On Monday, we posted a detailed statement from the office of pro-life Kentucky Attorney General Daniel Cameron alerting us that Cameron’s office had filed a brief with the United States Supreme Court which argues “that as the ‘chief law officer’ for the Commonwealth, the Attorney General must be allowed to intervene in the case” to defend House Bill 454, Kentucky’s law prohibiting the dismemberment of living unborn babies.  

The legal history of HB 454 is lengthy and complicated.
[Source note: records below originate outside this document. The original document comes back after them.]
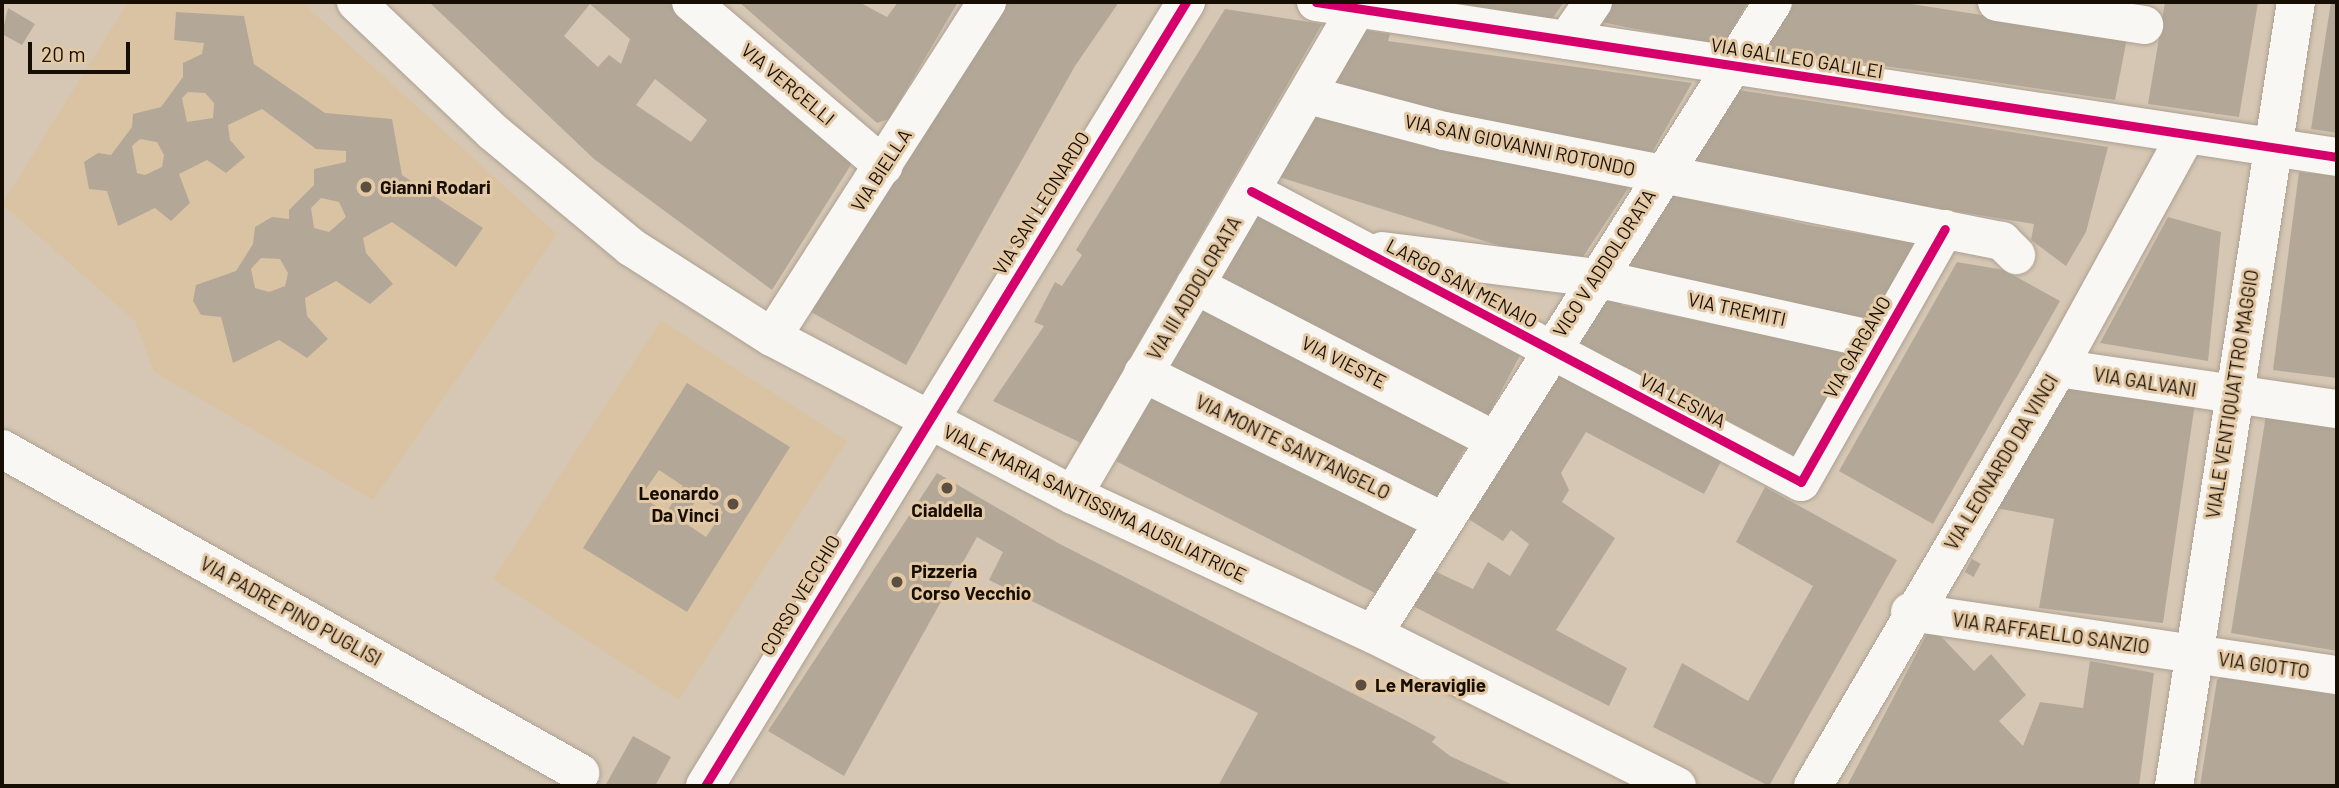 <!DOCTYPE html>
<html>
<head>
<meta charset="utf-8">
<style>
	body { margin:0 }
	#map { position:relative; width:2339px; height:788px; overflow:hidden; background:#d6c7b4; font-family:Barlow,sans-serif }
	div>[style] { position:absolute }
	.built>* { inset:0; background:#dac3a3; transform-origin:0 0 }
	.building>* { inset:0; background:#b3a898; transform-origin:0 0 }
	.roads { filter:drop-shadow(0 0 2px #ada192) drop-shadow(0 0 2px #ada192) }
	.minor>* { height:38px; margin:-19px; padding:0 19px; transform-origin:19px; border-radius:19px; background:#f9f7f4 }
	.major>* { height:38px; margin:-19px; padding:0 19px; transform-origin:19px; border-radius:19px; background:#f9f7f4 }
	.cycleway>* { height:9px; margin:-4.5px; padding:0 4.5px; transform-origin:4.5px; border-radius:4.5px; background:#d6006c }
	.dots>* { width:19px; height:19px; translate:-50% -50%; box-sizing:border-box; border:4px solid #e4c9a6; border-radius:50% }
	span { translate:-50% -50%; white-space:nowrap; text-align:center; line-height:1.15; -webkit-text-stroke:6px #e4c9a6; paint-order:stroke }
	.street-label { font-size:19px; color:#170e03 }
	.poi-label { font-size:19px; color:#170e03; font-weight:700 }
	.left { translate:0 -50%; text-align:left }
	.right { translate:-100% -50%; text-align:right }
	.frame { position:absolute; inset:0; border:4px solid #170e03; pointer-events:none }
	.scale { position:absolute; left:28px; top:42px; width:102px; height:32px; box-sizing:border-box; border:4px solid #170e03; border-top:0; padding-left:9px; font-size:21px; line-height:24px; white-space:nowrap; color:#170e03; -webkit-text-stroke:5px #e4c9a6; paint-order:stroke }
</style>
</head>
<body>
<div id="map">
	<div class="built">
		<div style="clip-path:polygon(128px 2px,302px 2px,557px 234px,373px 500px,154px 372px,135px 321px,2px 204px)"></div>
		<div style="left:661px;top:320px;width:222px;height:309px;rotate:33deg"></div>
	</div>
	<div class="building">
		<div style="clip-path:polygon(evenodd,429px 2px,673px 2px,854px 160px,772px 290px,594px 159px,429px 2px,590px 4px,630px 39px,621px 64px,609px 55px,598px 67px,564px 36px,590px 4px,429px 2px,655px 79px,707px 120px,691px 142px,636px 105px,655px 79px)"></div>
		<div style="clip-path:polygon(739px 2px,859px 2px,887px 17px,898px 2px,958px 2px,889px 119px,877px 123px)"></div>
		<div style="clip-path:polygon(1006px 2px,1119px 2px,1075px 66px,906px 365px,811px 312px)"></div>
		<div style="clip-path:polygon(1449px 2px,1564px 2px,1552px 19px)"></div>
		<div style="clip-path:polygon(1609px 2px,1748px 2px,1723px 46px,1596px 21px)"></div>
		<div style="clip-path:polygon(1789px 2px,1899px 2px,2127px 38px,2115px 100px,1758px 47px)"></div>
		<div style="clip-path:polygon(2165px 2px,2258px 2px,2239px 117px,2148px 104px)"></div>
		<div style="clip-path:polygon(2331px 2px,2337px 2px,2337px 133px,2311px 129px)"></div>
		<div style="clip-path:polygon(8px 8px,35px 24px,22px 45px,2px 34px)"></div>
		<div style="clip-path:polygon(1225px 9px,1322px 24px,1081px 443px,993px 401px,1044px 326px,1034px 322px,1055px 282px,1062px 286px,1082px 255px,1076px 250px)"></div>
		<div style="clip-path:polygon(evenodd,176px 12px,244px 16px,254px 64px,325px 113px,392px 119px,402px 175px,483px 228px,456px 267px,392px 222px,363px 238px,366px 253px,393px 284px,370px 304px,336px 281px,305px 298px,307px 316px,328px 339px,307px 358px,279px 340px,233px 363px,221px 317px,201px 315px,193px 301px,196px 285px,236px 271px,253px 244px,255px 227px,272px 217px,289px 219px,289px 210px,314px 185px,314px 169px,346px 162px,346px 151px,316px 149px,262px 109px,228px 125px,230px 140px,245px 157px,226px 173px,207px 160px,179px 174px,190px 203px,171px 221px,155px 208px,118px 226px,107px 191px,89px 189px,84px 162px,98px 153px,111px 155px,132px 127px,133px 114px,161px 107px,183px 77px,183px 63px,202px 54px,204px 43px,174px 40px,176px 12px,188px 92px,205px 93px,214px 103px,213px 118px,187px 122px,182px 98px,188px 92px,176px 12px,140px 139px,157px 142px,164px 155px,162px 167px,145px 175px,137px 173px,132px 146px,140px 139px,176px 12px,321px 198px,339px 202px,346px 217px,329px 232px,314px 228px,311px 208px,321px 198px,176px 12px,261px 258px,280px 259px,288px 273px,285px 286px,269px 292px,255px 288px,251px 269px,261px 258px)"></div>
		<div style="clip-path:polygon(1356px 29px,1390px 34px,1388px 41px,1692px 83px,1647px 161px,1325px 88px)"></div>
		<div style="clip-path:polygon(1732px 89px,2108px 147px,2086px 232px,2066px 266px,2031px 240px,2034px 224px,1683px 167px)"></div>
		<div style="clip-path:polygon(1313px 112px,1631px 184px,1579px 263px,1523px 253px,1279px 177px)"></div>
		<div style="clip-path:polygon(2299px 172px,2337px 176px,2337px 378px,2273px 370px)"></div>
		<div style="clip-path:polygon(1666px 194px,1813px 226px,1921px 244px,1873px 323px,1619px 267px)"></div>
		<div style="left:1258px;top:205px;width:302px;height:82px;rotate:28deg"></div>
		<div style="clip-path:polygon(2168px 217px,2221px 232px,2208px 361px,2100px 343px)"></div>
		<div style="clip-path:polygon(1957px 262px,2004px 270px,2060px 301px,1933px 524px,1839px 471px)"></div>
		<div style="clip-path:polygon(1597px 292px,1622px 296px,1621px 305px,1859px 354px,1798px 457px,1571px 340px)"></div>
		<div style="left:1205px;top:302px;width:298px;height:73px;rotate:28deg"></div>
		<div style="clip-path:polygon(1558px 368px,1725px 454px,1704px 494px,1586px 432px,1561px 473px,1569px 490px,1562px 502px,1615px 538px,1556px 630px,1627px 668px,1609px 706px,1409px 604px,1428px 568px,1473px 589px,1488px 562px,1510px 576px,1529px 544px,1511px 530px,1503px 541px,1462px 515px)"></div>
		<div style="clip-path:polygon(2071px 375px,2196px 396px,2163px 623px,2039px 608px,2054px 519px,1996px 508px)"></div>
		<div style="clip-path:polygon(evenodd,687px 383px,790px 447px,687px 612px,583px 548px,687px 383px,659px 470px,683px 486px,666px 513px,641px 496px,659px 470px,687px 383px,699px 496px,723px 512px,706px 537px,682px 521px,699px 496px)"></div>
		<div style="left:1153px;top:389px;width:298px;height:81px;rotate:27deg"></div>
		<div style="clip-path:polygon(2267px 409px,2337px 420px,2337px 651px,2231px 633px)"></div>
		<div style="clip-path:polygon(937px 473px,1058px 543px,1405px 720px,1436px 737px,1432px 742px,1450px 756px,1515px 786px,1218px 786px,1258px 713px,989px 580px,1003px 552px,977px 537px,844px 776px,768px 731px)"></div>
		<div style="clip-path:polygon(1765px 487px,1897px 560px,1769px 786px,1653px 727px,1682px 663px,1748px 701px,1813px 586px,1736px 542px)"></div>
		<div style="left:1972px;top:559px;width:10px;height:15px;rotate:29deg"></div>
		<div style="clip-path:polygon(1931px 626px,1974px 671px,1991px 654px,2026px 695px,1999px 721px,2023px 746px,2040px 702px,2083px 708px,2090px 661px,2154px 673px,2139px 786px,1847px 786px)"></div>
		<div style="clip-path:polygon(2222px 677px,2337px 695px,2337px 786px,2200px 786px,2217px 680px)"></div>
		<div style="clip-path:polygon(633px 736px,671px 757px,655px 786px,605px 786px)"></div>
	</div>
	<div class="roads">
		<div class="minor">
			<div style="left:691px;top:2px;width:253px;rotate:40.4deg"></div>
			<div style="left:1316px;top:2px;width:1033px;rotate:8.63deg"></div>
			<div style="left:1997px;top:2px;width:149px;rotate:8.9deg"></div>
			<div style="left:1567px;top:40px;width:46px;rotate:-55.6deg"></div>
			<div style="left:1308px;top:95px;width:141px;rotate:14.8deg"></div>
			<div style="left:1444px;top:131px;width:569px;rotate:11.15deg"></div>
			<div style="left:2002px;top:241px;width:20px;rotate:45deg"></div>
			<div style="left:1251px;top:191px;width:622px;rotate:27.88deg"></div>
			<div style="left:1801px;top:482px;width:291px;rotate:-60.4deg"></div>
			<div style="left:1382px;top:251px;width:215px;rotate:7.2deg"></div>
			<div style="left:1595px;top:278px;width:291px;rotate:12.5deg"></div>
			<div style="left:1195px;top:285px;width:335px;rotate:27.4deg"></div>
			<div style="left:772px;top:337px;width:398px;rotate:-57.3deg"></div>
			<div style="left:2058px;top:368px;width:282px;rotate:8.4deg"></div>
			<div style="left:1143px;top:373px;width:335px;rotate:26.3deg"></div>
			<div style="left:2px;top:449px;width:663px;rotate:29.27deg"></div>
			<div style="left:1073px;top:495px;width:564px;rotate:-59.75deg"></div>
			<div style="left:1910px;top:612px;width:432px;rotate:8.4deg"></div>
			<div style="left:1373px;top:634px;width:748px;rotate:-57.67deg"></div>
			<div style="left:705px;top:786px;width:920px;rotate:-58.47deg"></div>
			<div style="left:1813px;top:786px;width:485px;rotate:-59.6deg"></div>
			<div style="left:2058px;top:368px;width:266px;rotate:-61.2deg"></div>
			<div style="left:2174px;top:786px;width:793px;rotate:-81.16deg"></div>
		</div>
		<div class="major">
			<div style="left:356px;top:2px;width:189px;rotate:43.5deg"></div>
			<div style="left:493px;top:132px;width:180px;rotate:39.8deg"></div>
			<div style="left:631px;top:247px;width:167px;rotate:32.6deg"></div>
			<div style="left:772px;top:337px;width:340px;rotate:27.7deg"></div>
			<div style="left:1073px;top:495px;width:331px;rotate:24.9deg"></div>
			<div style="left:1373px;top:634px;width:340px;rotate:26.6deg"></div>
		</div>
	</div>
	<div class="cycleway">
		<div style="left:1316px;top:2px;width:1033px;rotate:8.63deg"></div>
		<div style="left:1251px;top:191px;width:622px;rotate:27.88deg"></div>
		<div style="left:1801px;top:482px;width:291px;rotate:-60.4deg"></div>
		<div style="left:705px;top:786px;width:920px;rotate:-58.47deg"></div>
	</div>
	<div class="dots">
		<div style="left:366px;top:187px;background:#5a4f41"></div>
		<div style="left:947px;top:488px;background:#5a4f41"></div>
		<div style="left:733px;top:504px;background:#5a4f41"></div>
		<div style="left:897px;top:582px;background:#5a4f41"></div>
		<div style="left:1361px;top:685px;background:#5a4f41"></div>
	</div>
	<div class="street-label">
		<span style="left:1797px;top:58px;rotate:9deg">VIA GALILEO GALILEI</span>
		<span style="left:788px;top:84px;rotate:40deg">VIA VERCELLI</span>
		<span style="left:1520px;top:145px;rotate:12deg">VIA SAN GIOVANNI ROTONDO</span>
		<span style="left:881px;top:170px;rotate:-57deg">VIA BIELLA</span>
		<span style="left:1041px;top:203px;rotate:-58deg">VIA SAN LEONARDO</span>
		<span style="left:1604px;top:263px;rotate:-57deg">VICO V ADDOLORATA</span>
		<span style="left:1462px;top:283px;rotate:28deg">LARGO SAN MENAIO</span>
		<span style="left:1194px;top:288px;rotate:-59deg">VIA III ADDOLORATA</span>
		<span style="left:1737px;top:309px;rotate:12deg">VIA TREMITI</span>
		<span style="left:1857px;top:347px;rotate:-60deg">VIA GARGANO</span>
		<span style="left:1344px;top:362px;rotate:27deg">VIA VIESTE</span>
		<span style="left:2145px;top:382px;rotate:9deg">VIA GALVANI</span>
		<span style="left:2232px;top:394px;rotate:-81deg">VIALE VENTIQUATTRO MAGGIO</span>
		<span style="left:1683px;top:400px;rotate:28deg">VIA LESINA</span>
		<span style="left:1293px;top:447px;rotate:26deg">VIA MONTE SANT'ANGELO</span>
		<span style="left:2001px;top:462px;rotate:-59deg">VIA LEONARDO DA VINCI</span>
		<span style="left:1095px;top:503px;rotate:26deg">VIALE MARIA SANTISSIMA AUSILIATRICE</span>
		<span style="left:800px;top:595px;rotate:-59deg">CORSO VECCHIO</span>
		<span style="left:291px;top:611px;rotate:29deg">VIA PADRE PINO PUGLISI</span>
		<span style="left:2051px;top:633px;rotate:8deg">VIA RAFFAELLO SANZIO</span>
		<span style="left:2264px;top:665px;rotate:8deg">VIA GIOTTO</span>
	</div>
	<div class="poi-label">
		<span class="left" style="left:380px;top:187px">Gianni Rodari</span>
		<span class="right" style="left:719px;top:504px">Leonardo<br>Da Vinci</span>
		<span style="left:947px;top:510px">Cialdella</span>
		<span class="left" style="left:911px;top:582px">Pizzeria<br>Corso Vecchio</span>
		<span class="left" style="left:1375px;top:685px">Le Meraviglie</span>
	</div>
	<div class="frame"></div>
	<div class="scale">20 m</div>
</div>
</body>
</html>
In a nutshell

Attorney General Cameron’s team defended HB 454 on behalf of the Secretary of the Cabinet for Health and Family Services before the United States Court of Appeals for the Sixth Circuit.      

The Sixth Circuit upheld an injunction against the law in a split vote, and the [pro-abortion] Beshear Administration refused to appeal and continue defending the law.  Attorney General Cameron attempted to intervene in the case two days later to ensure the law continued to receive a full defense, but the Sixth Circuit denied his motion.

Back in December, a coalition of  20 state attorneys general filed a amicus brief to the Supreme Court in Daniel Cameron, Attorney General of Kentucky, Petitioner v. EMW Women’s Surgical Center, P.S.C., et al. defending Cameron’s right to defend his state’s abortion laws. The amicus argues

The Sixth Circuit panel majority deprived the Commonwealth of Kentucky from seeking complete appellate review of the District Court’s injunction invalidating one of its duly enacted laws. And it did so on purely procedural grounds, holding that the Kentucky Attorney General could not intervene to vindicate state law on appeal because a single state officer had decided to abandon defense of a law passed by both houses of its Legislature and signed into law by its [previous] Governor. 

In March, the U.S. Supreme Court agreed to hear Attorney General Cameron’s request to be allowed to participate in defending his state’s law. The High Court will hear the case this fall and Attorney General Cameron wants to be able to defend HB 454 in court.

His brief explains why the opening question should be answered in the affirmative:

Whether a state attorney general vested with the power to defend state law should be permitted to intervene after a federal court of appeals invalidates a state statute when no other state actor will defend the law.

HB 454 prohibits the gruesome dismemberment abortion procedure from being performed on a living unborn child. In these hideous abortions, an unborn child is born apart, in the womb, while he or she is still alive.